The Twentieth Century
In the 1930s Colorado saw the beginning of the ski industry. Resorts were established in many areas including Estes Park, Gunnison, and Loveland Pass. In 1967, Governor John A. Love signed the nation's first abortion law. The late 1960s saw violence in Denver, including college buildings being burned by radicals. In 1972, Colorado became the only state that rejected the award of hosting the Olympic Games. Representative Lamm led a movement to reject a bond issue for expenses related to hosting the Olympics. The International Olympic Committee relocated the 1976 Winter Olympics to Innsbruck, Austria. No venue had rejected hosting the Olympics before and no one has ever since. In 1999, the Columbine High School massacre became the most devastating high-school massacre in US history. When the two men, Eric Harris and Dylan Klebold killed 12 students and one teacher before taking their own lives as well, it became a the worst high school massacre.
Twenty-First Century
On July 20, 2012, not far from the area of the massacre at Columbine High School, 12 people were killed and 70 people were injured in the 2012 Aurora shooting. This shooting is when a man named James Eagan Holmes, a former neuroscience doctoral student, walked into an Aurora, Colorado Cinemark movie theater with firearms and tear gas grenades.
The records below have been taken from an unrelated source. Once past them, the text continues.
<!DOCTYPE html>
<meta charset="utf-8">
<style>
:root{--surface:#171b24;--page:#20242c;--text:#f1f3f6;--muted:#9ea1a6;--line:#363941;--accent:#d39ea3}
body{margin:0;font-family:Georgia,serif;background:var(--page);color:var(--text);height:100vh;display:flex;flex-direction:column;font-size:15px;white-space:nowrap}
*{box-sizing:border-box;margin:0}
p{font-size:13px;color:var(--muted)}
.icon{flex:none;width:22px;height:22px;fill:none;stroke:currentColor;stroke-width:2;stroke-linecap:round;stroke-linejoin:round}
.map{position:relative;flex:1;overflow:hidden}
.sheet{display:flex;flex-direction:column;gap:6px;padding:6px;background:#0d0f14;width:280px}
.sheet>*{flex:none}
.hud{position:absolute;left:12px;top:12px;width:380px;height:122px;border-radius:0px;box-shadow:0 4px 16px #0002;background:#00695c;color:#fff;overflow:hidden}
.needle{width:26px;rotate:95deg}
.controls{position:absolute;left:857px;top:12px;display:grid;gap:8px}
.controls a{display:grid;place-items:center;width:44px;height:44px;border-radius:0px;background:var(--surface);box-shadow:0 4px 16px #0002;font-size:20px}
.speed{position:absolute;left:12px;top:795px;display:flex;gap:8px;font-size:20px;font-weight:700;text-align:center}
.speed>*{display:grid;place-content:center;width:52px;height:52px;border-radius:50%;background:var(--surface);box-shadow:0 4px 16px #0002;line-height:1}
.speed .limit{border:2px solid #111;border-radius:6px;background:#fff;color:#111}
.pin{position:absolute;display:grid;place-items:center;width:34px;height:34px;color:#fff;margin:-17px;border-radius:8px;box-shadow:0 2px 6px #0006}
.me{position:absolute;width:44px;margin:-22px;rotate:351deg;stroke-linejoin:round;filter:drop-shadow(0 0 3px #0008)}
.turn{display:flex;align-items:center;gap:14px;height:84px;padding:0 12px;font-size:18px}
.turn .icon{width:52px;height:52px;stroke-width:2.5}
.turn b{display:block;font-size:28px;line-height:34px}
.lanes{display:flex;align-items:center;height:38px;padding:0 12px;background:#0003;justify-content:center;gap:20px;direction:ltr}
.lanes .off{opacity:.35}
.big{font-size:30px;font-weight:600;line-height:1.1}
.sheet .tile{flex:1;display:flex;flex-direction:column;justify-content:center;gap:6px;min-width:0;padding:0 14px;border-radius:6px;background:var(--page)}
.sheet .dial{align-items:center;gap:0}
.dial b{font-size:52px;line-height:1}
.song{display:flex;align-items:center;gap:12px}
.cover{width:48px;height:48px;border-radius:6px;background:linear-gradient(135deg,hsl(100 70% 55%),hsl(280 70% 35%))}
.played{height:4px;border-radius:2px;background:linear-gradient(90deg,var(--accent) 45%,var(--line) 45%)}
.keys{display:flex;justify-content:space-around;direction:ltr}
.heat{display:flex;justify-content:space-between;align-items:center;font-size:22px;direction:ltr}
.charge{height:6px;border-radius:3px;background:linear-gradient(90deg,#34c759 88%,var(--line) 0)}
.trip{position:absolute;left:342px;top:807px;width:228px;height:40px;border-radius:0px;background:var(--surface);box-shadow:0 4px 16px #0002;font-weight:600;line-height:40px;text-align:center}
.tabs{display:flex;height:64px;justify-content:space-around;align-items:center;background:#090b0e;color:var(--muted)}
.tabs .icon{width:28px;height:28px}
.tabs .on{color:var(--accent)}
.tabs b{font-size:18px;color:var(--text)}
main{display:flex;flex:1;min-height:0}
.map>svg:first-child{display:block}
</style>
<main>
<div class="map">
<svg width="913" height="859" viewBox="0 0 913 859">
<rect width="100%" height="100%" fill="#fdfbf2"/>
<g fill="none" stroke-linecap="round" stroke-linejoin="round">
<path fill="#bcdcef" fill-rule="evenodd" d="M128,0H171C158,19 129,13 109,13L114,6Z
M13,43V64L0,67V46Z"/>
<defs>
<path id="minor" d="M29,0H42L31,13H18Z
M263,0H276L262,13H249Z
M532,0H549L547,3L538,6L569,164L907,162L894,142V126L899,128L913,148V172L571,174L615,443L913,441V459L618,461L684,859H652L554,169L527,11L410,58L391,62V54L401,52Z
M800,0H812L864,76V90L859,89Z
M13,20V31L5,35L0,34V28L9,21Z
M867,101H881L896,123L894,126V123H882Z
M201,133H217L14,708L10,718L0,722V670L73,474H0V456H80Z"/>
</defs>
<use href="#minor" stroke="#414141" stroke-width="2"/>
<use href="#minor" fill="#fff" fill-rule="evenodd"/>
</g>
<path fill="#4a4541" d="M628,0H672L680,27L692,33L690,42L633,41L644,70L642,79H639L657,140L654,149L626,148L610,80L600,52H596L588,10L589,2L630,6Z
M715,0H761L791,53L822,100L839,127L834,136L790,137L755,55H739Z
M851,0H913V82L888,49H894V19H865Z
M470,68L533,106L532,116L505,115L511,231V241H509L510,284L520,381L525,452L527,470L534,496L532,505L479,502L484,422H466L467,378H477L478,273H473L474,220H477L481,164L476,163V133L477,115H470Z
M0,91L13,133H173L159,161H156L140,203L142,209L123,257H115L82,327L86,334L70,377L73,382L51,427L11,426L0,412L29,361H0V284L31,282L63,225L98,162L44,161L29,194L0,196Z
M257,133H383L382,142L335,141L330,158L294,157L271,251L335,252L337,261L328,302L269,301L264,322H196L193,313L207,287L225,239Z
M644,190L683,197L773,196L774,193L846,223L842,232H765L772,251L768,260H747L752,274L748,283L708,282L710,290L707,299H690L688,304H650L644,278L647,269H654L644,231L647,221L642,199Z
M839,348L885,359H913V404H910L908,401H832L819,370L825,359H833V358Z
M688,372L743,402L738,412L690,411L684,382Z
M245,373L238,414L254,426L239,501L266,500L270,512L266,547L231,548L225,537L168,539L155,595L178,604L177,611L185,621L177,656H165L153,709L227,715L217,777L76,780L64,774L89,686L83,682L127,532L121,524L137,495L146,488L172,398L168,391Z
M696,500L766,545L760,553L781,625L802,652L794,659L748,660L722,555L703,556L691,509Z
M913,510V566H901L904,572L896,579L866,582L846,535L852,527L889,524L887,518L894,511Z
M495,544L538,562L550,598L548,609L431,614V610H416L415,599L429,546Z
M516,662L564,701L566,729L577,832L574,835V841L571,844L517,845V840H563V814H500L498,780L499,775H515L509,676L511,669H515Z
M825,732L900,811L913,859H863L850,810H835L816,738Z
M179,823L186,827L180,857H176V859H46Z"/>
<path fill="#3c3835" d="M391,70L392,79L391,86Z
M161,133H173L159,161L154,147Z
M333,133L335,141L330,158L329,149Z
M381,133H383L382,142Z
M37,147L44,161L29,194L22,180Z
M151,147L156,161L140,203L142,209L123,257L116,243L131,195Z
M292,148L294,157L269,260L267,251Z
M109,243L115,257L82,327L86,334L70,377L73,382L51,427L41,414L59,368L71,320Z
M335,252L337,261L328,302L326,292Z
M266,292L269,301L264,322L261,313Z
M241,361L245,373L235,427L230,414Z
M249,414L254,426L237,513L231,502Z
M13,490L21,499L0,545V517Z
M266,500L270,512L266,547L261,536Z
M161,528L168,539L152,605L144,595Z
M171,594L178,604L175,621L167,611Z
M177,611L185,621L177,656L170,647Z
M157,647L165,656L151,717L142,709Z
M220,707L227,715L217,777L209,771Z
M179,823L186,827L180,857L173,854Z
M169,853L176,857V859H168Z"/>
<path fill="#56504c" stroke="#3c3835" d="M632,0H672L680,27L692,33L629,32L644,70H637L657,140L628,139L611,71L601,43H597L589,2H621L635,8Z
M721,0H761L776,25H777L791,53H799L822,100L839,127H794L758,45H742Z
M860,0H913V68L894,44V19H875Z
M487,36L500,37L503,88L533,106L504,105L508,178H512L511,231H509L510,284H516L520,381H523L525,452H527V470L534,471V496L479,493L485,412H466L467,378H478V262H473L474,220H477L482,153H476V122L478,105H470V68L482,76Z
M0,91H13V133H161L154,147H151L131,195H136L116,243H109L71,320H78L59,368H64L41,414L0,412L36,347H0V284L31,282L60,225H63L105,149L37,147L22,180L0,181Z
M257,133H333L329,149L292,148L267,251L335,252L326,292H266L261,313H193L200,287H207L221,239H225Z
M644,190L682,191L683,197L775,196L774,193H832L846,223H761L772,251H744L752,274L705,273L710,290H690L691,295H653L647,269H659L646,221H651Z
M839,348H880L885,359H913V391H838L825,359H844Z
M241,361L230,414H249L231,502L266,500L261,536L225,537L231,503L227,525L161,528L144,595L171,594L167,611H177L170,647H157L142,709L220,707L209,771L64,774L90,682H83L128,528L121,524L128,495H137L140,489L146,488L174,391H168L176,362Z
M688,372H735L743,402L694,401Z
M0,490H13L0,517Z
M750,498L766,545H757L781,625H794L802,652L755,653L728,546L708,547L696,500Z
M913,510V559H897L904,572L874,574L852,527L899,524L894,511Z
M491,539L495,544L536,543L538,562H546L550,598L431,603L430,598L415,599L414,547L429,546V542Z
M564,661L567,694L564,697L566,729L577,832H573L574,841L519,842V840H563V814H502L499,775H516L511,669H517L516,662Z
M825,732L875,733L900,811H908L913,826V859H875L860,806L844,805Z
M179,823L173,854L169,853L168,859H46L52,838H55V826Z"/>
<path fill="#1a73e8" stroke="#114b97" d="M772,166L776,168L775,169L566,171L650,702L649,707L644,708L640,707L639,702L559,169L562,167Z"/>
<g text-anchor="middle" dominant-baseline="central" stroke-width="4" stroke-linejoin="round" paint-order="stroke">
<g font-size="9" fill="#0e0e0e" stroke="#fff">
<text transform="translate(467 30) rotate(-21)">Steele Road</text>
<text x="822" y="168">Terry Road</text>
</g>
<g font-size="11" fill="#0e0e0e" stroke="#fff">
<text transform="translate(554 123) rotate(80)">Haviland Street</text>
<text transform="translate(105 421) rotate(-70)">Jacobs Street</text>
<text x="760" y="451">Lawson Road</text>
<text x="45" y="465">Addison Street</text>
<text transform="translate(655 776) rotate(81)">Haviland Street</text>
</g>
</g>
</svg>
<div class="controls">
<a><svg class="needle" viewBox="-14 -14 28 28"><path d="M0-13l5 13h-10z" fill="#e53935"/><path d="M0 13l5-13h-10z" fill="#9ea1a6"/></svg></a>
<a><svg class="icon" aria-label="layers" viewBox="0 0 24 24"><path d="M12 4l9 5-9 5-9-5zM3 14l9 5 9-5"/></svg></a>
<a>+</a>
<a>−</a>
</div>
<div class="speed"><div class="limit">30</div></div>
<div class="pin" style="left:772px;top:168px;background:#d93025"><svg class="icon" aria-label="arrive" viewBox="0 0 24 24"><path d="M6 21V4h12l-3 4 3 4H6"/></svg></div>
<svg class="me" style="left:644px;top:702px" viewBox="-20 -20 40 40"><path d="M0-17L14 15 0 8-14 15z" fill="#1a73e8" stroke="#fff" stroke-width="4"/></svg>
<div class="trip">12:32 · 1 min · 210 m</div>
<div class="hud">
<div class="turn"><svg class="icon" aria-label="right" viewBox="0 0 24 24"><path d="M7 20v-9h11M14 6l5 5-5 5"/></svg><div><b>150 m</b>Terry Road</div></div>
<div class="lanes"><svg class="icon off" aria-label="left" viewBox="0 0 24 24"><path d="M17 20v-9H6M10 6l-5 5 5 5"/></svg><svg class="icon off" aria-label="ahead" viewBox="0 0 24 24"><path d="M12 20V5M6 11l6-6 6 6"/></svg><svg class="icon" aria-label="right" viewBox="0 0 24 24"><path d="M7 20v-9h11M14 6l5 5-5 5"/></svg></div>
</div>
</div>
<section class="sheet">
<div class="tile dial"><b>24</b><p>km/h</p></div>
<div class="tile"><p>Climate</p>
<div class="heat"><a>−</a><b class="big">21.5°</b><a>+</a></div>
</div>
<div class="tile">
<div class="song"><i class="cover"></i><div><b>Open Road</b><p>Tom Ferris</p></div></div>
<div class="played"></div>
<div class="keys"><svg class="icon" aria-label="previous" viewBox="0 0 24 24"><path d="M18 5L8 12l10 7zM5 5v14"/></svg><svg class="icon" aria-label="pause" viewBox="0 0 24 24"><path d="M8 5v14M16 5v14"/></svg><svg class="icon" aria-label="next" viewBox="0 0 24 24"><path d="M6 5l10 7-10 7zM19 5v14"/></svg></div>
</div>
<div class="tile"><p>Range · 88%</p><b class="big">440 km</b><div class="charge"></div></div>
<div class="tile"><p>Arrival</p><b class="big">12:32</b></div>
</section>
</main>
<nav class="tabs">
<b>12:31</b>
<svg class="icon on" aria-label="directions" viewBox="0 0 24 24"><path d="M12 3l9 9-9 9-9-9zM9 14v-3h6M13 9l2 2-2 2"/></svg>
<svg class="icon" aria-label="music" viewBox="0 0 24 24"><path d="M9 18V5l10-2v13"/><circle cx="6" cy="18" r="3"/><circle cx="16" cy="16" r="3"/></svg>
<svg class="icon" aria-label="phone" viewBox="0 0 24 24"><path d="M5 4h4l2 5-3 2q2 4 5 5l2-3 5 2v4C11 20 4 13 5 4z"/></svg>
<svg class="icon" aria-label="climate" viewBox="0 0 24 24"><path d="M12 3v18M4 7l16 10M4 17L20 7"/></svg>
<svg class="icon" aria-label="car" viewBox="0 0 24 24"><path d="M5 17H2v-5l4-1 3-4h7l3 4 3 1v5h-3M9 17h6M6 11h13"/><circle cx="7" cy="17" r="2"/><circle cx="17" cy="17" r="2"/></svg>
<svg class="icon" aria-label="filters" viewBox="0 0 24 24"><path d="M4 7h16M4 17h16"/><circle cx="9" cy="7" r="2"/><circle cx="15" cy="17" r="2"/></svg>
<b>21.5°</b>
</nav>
He started shooting at random people who were trying to escape from him during a midnight showing of The Dark Knight Rises. It was the deadliest shooting in Colorado since the Columbine High School massacre. When considering the number of both the dead and wounded of this shooting, it became the largest mass shooting in U.S. history. Colorado became 1 of 8 states in the United States to have legalized both medical and recreational marijuana while also allowing them to tax on the product. As of July 2014, the state of Colorado enjoyed a tax revenue of 45 million with 98 million expected by the end of the calendar year. This is in addition to increased economic revenues from "pot tourists."